Work instructions: Only certain lines below are wanted: those starting at the line containing "g.lineWidth = 4.5;" and ending at the line containing "M882,336L1025,444", both included, each retyped exactly.

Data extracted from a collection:

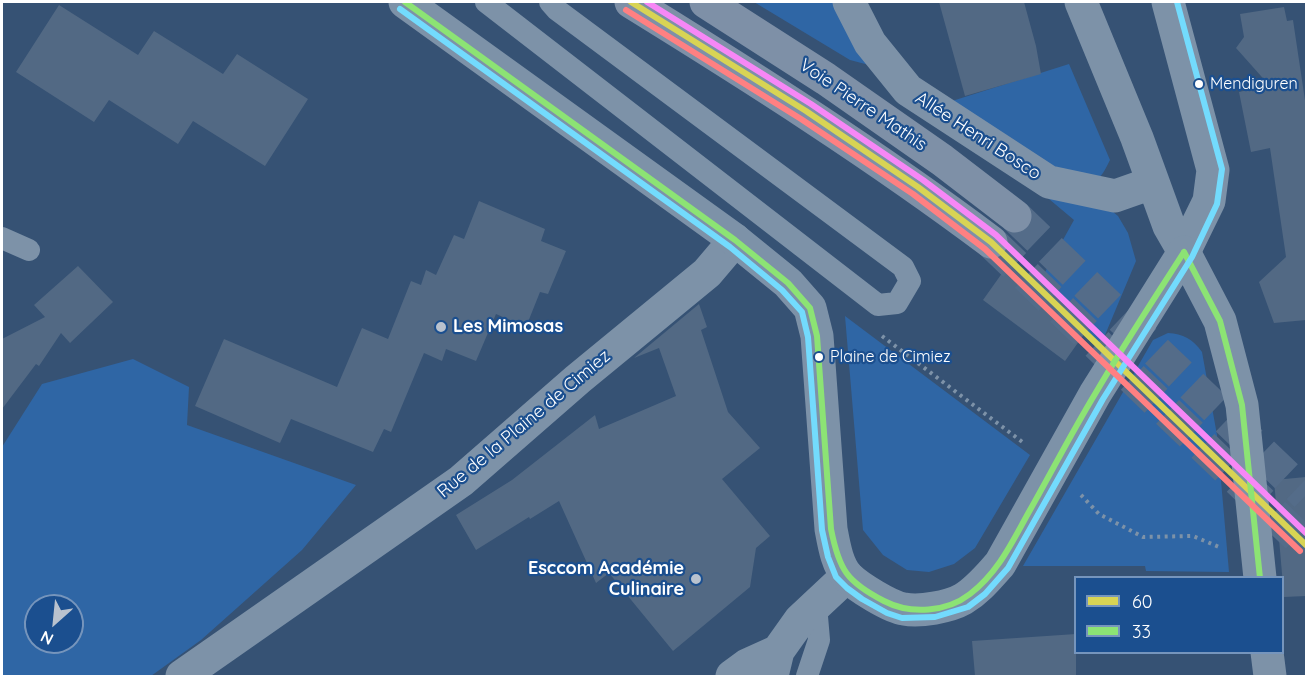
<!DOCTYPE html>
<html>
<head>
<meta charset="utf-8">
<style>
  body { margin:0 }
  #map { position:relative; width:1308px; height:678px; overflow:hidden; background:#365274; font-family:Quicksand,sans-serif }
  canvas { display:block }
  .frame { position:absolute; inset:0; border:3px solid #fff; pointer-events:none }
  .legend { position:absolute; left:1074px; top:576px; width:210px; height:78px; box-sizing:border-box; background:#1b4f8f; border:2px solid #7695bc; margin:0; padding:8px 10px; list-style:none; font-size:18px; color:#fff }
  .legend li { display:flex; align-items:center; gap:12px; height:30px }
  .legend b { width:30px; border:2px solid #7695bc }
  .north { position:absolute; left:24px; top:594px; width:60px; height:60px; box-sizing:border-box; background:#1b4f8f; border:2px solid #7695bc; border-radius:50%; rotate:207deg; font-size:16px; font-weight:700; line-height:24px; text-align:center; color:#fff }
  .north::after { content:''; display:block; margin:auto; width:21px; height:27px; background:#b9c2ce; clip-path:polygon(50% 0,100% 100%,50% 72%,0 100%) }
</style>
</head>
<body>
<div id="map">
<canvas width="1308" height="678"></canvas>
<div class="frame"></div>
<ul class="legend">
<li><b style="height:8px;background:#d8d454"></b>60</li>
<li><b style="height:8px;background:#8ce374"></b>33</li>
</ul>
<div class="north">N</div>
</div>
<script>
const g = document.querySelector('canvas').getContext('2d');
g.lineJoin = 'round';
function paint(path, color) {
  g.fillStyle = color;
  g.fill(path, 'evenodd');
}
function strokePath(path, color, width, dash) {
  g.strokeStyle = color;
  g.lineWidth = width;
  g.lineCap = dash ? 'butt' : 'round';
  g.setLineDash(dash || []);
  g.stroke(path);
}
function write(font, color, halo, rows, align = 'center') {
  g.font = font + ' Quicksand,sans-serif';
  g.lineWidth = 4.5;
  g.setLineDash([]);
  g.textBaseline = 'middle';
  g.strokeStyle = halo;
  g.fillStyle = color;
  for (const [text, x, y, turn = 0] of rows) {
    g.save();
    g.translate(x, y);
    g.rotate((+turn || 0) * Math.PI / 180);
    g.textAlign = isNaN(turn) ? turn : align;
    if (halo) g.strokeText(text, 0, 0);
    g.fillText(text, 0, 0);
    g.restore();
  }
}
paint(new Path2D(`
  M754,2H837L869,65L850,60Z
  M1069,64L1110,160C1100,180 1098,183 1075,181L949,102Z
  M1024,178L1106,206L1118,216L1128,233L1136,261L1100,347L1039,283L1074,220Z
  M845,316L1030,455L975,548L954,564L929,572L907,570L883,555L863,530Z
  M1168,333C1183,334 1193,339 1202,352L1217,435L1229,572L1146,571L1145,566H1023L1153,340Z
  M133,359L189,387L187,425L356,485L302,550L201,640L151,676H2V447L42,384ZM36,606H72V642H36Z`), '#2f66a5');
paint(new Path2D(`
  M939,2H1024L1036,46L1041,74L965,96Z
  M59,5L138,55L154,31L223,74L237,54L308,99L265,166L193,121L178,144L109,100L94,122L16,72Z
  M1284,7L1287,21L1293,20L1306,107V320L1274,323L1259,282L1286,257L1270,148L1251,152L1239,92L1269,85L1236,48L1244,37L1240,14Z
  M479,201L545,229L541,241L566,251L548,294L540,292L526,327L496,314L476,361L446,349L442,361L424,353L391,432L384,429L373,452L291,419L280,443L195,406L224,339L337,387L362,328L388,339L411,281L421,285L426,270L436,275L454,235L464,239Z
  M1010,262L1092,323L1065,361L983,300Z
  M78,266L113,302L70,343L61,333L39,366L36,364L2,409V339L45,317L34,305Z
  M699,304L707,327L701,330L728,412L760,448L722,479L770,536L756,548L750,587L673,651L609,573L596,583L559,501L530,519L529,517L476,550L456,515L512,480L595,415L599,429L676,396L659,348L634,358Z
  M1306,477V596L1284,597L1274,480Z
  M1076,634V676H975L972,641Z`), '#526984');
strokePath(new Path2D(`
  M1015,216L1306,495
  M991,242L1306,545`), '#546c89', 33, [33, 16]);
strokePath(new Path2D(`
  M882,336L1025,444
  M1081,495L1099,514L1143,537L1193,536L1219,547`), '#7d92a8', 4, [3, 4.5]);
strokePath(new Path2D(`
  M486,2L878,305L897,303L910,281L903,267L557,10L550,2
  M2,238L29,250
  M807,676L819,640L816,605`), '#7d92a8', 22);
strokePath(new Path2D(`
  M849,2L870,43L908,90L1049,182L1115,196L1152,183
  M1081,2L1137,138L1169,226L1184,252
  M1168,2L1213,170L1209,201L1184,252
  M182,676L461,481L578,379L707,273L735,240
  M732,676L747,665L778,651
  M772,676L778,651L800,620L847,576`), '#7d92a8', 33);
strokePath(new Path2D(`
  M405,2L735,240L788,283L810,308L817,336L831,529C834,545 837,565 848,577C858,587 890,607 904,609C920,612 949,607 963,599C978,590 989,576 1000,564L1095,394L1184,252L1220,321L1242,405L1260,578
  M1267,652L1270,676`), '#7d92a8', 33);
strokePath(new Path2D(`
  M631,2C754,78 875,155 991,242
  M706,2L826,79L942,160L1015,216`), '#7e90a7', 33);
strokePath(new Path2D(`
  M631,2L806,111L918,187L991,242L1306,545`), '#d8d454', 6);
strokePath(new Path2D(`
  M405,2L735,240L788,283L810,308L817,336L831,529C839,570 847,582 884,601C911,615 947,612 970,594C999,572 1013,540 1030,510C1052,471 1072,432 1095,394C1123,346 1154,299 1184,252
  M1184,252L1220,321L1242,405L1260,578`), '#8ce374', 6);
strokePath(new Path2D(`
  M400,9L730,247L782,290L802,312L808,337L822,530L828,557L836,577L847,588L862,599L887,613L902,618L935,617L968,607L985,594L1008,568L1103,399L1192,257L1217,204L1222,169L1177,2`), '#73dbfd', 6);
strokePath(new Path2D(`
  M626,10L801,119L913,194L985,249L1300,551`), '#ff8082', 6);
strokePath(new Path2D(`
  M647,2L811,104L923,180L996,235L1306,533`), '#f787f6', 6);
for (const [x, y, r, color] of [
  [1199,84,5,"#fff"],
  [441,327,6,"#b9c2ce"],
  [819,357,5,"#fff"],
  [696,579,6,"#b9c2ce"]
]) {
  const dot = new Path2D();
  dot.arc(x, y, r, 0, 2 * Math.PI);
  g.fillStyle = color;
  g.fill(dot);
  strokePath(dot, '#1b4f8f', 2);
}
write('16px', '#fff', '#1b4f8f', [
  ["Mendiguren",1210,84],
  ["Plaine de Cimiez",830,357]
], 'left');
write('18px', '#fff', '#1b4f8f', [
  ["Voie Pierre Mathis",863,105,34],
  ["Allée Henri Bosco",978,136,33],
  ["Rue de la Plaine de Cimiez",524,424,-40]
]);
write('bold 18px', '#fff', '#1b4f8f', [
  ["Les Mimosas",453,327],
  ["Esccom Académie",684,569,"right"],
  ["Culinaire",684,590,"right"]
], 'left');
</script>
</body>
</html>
* * *
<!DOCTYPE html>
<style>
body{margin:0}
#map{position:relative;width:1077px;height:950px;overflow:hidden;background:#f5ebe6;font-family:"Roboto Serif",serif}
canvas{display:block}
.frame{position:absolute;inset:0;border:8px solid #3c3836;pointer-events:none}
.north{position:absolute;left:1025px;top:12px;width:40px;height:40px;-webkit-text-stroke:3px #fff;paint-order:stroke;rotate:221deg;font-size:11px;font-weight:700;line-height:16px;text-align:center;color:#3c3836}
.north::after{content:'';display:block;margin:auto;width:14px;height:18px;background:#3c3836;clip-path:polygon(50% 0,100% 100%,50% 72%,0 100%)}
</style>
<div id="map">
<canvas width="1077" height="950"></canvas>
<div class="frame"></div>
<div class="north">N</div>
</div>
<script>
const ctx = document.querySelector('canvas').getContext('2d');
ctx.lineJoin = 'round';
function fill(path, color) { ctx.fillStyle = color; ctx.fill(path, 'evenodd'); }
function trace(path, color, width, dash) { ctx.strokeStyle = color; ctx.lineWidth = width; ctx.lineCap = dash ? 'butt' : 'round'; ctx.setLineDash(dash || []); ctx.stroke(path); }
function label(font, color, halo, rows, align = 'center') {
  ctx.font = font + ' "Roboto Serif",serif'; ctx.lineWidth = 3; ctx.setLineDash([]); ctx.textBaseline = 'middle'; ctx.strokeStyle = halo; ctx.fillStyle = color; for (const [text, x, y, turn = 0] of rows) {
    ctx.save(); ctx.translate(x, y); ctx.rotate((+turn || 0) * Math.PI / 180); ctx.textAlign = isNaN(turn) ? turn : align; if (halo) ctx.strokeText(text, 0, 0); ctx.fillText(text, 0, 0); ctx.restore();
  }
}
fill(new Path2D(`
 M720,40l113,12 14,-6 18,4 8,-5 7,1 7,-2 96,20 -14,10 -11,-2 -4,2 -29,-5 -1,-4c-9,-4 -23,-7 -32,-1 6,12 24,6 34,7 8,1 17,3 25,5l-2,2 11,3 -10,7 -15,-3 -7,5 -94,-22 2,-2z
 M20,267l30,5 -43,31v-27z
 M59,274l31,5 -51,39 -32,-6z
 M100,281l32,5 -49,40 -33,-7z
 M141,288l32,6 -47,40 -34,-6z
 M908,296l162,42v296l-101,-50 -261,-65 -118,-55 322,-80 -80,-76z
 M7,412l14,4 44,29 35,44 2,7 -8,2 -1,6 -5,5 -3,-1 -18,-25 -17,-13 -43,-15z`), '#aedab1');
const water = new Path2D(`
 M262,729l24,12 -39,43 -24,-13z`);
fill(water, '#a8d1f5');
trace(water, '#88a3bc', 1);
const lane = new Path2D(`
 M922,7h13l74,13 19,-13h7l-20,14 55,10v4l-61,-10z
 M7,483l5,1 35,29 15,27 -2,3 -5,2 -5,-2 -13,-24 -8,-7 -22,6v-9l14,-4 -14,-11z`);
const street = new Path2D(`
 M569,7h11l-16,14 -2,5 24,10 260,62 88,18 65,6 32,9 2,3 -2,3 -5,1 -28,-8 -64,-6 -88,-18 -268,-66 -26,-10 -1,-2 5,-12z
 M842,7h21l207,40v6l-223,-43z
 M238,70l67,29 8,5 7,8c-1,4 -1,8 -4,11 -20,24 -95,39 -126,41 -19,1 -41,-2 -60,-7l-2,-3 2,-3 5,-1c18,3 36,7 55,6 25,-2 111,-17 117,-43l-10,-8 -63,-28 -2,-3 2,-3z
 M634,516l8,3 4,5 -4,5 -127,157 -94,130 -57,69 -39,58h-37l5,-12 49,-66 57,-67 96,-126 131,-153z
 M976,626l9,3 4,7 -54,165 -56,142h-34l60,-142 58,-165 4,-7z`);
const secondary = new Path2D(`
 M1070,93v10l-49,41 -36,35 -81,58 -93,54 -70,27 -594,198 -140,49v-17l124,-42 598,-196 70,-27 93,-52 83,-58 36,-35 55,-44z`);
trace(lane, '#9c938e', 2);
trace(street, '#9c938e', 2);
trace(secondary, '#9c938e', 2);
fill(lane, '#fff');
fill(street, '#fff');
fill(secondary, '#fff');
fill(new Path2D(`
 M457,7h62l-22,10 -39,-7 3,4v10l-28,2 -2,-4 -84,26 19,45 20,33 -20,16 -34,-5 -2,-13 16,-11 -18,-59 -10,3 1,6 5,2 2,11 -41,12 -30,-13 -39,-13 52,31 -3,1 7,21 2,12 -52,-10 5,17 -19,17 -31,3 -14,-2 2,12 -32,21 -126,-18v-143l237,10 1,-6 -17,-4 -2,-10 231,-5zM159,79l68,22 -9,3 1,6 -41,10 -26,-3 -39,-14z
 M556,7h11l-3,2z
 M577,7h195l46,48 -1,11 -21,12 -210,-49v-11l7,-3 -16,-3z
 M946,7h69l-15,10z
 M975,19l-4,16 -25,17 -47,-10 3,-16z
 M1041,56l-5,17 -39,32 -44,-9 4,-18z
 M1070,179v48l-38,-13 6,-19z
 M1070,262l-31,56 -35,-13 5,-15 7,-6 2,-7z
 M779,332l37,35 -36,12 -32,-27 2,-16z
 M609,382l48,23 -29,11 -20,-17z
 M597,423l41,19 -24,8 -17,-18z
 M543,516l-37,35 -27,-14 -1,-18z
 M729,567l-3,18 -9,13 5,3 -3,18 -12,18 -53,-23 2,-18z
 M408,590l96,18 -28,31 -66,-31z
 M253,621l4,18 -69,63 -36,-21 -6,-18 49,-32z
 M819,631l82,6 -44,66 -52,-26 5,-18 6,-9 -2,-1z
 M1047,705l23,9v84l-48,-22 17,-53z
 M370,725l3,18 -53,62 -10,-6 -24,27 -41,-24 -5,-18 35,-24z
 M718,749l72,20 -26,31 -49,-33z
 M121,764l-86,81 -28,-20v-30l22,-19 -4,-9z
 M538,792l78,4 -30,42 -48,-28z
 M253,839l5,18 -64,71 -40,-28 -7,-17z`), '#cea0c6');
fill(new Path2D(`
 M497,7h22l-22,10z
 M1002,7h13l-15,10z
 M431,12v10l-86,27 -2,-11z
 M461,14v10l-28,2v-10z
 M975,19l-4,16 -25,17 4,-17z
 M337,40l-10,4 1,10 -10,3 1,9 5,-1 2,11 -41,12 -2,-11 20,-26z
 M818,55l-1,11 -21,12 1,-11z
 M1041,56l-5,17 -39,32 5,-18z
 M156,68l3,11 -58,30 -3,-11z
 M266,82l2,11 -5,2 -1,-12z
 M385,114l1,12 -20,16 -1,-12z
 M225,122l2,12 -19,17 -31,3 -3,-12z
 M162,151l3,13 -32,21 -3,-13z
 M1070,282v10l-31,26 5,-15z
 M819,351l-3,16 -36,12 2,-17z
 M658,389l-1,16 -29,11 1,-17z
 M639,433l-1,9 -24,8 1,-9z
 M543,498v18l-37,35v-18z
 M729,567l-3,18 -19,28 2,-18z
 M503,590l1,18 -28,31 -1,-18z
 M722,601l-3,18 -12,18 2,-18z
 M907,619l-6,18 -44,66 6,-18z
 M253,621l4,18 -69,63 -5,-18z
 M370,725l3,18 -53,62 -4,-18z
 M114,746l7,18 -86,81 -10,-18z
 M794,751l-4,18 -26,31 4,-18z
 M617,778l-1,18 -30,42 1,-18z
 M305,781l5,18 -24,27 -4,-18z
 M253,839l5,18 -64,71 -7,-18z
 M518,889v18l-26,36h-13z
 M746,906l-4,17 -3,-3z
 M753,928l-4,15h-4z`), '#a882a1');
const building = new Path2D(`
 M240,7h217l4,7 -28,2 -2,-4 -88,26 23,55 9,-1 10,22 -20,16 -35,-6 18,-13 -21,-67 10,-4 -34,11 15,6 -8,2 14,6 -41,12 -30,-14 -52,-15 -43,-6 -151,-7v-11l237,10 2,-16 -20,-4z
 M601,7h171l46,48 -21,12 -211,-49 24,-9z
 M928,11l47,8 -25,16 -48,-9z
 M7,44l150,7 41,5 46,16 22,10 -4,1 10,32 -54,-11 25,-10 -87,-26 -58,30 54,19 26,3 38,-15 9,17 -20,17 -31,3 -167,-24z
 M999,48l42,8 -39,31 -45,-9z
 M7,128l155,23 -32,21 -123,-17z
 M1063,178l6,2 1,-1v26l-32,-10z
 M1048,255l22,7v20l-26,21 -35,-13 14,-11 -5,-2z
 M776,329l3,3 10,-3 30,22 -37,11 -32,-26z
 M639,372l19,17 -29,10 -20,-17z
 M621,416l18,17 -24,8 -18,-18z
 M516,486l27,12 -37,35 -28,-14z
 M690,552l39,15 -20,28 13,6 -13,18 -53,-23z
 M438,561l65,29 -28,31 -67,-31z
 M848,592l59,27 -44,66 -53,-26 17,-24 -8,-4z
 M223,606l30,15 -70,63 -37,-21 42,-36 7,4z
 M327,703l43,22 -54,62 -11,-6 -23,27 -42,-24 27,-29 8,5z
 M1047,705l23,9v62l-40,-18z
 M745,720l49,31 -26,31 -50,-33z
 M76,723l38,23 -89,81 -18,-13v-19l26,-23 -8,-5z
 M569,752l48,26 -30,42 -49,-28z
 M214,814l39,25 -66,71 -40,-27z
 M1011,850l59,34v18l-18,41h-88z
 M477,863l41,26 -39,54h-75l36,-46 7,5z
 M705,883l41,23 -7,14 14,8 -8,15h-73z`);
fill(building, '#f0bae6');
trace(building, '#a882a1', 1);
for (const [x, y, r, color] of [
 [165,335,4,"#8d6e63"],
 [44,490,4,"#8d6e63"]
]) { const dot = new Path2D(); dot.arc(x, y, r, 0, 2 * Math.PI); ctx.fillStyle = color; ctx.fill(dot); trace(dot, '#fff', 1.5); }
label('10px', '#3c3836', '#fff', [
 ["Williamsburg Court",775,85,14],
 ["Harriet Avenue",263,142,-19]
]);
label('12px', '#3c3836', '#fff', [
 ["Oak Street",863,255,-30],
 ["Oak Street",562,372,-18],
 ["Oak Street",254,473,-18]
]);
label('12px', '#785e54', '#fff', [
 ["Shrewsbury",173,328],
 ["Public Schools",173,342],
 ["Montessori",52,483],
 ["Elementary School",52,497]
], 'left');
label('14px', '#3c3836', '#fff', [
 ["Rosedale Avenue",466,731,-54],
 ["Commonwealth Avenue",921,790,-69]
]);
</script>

Solution to the exercise:
  g.lineWidth = 4.5;
  g.setLineDash([]);
  g.textBaseline = 'middle';
  g.strokeStyle = halo;
  g.fillStyle = color;
  for (const [text, x, y, turn = 0] of rows) {
    g.save();
    g.translate(x, y);
    g.rotate((+turn || 0) * Math.PI / 180);
    g.textAlign = isNaN(turn) ? turn : align;
    if (halo) g.strokeText(text, 0, 0);
    g.fillText(text, 0, 0);
    g.restore();
  }
}
paint(new Path2D(`
  M754,2H837L869,65L850,60Z
  M1069,64L1110,160C1100,180 1098,183 1075,181L949,102Z
  M1024,178L1106,206L1118,216L1128,233L1136,261L1100,347L1039,283L1074,220Z
  M845,316L1030,455L975,548L954,564L929,572L907,570L883,555L863,530Z
  M1168,333C1183,334 1193,339 1202,352L1217,435L1229,572L1146,571L1145,566H1023L1153,340Z
  M133,359L189,387L187,425L356,485L302,550L201,640L151,676H2V447L42,384ZM36,606H72V642H36Z`), '#2f66a5');
paint(new Path2D(`
  M939,2H1024L1036,46L1041,74L965,96Z
  M59,5L138,55L154,31L223,74L237,54L308,99L265,166L193,121L178,144L109,100L94,122L16,72Z
  M1284,7L1287,21L1293,20L1306,107V320L1274,323L1259,282L1286,257L1270,148L1251,152L1239,92L1269,85L1236,48L1244,37L1240,14Z
  M479,201L545,229L541,241L566,251L548,294L540,292L526,327L496,314L476,361L446,349L442,361L424,353L391,432L384,429L373,452L291,419L280,443L195,406L224,339L337,387L362,328L388,339L411,281L421,285L426,270L436,275L454,235L464,239Z
  M1010,262L1092,323L1065,361L983,300Z
  M78,266L113,302L70,343L61,333L39,366L36,364L2,409V339L45,317L34,305Z
  M699,304L707,327L701,330L728,412L760,448L722,479L770,536L756,548L750,587L673,651L609,573L596,583L559,501L530,519L529,517L476,550L456,515L512,480L595,415L599,429L676,396L659,348L634,358Z
  M1306,477V596L1284,597L1274,480Z
  M1076,634V676H975L972,641Z`), '#526984');
strokePath(new Path2D(`
  M1015,216L1306,495
  M991,242L1306,545`), '#546c89', 33, [33, 16]);
strokePath(new Path2D(`
  M882,336L1025,444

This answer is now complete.